## Action item
Set every entry below down once more, exactly as it stands, without images.

Stored items:
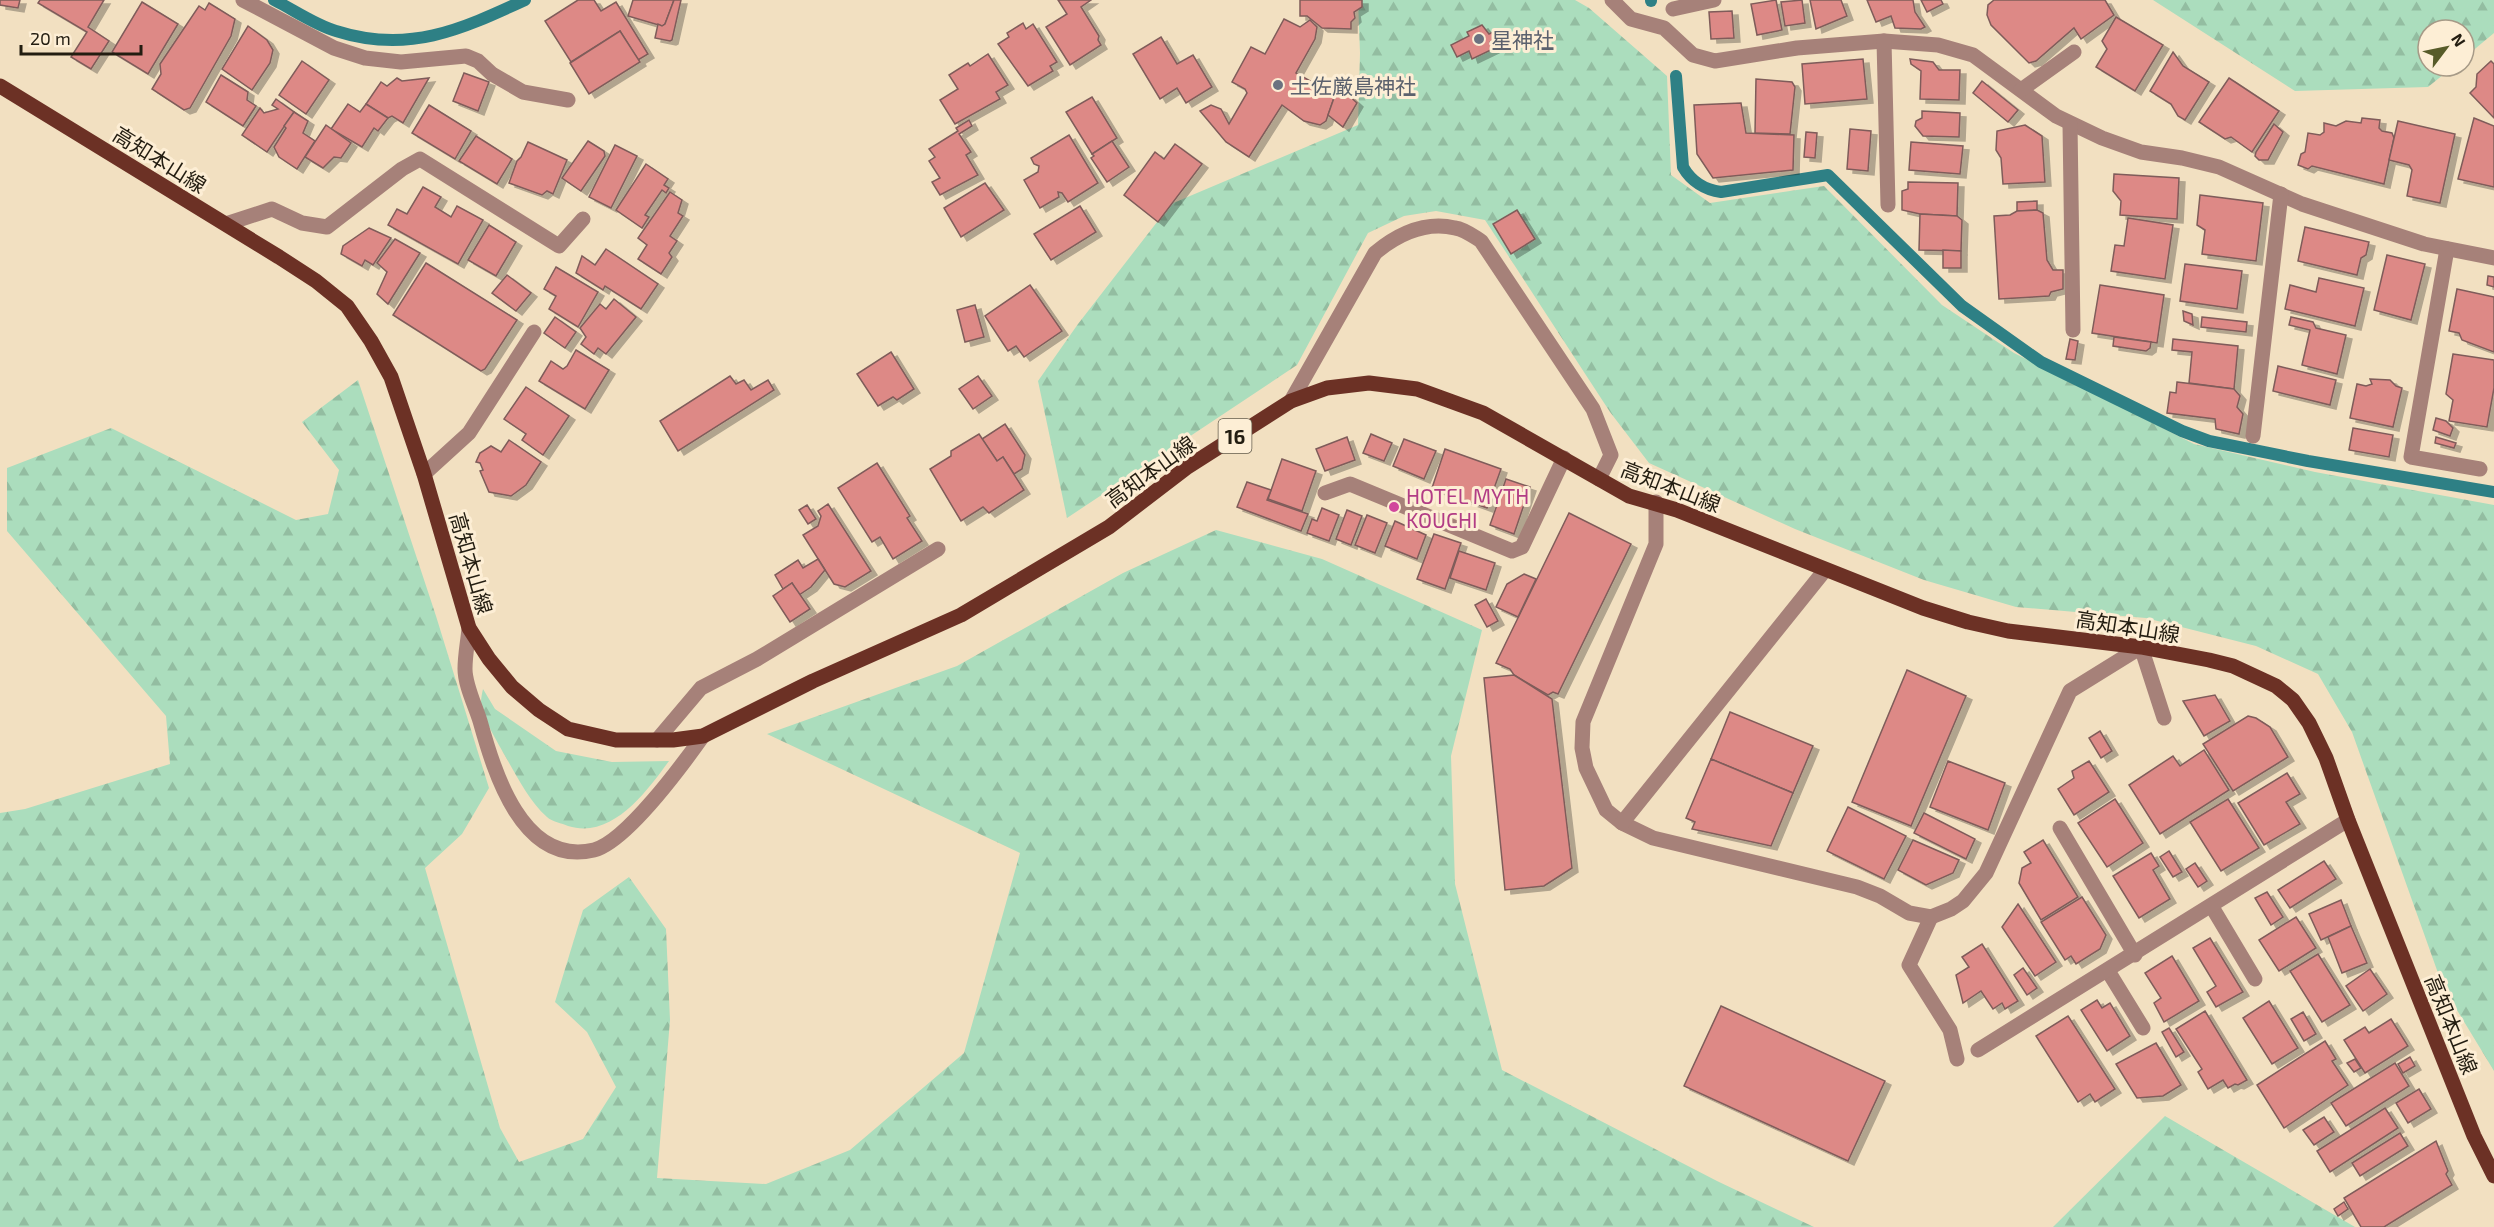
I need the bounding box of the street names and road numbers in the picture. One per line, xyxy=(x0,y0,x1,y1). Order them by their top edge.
street label: 高知本山線 xyxy=(109,121,211,197)
road number: 16 xyxy=(1218,419,1252,453)
street label: 高知本山線 xyxy=(1100,430,1200,512)
street label: 高知本山線 xyxy=(1618,456,1724,516)
street label: 高知本山線 xyxy=(446,509,498,617)
street label: 高知本山線 xyxy=(2074,605,2182,647)
street label: 高知本山線 xyxy=(2421,971,2483,1077)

## Exercise answer
I need the bounding box of the street names and road numbers in the picture. One per line, xyxy=(x0,y0,x1,y1). Order them by their top edge.
street label: 高知本山線 xyxy=(109,121,211,197)
road number: 16 xyxy=(1218,419,1252,453)
street label: 高知本山線 xyxy=(1100,430,1200,512)
street label: 高知本山線 xyxy=(1618,456,1724,516)
street label: 高知本山線 xyxy=(446,509,498,617)
street label: 高知本山線 xyxy=(2074,605,2182,647)
street label: 高知本山線 xyxy=(2421,971,2483,1077)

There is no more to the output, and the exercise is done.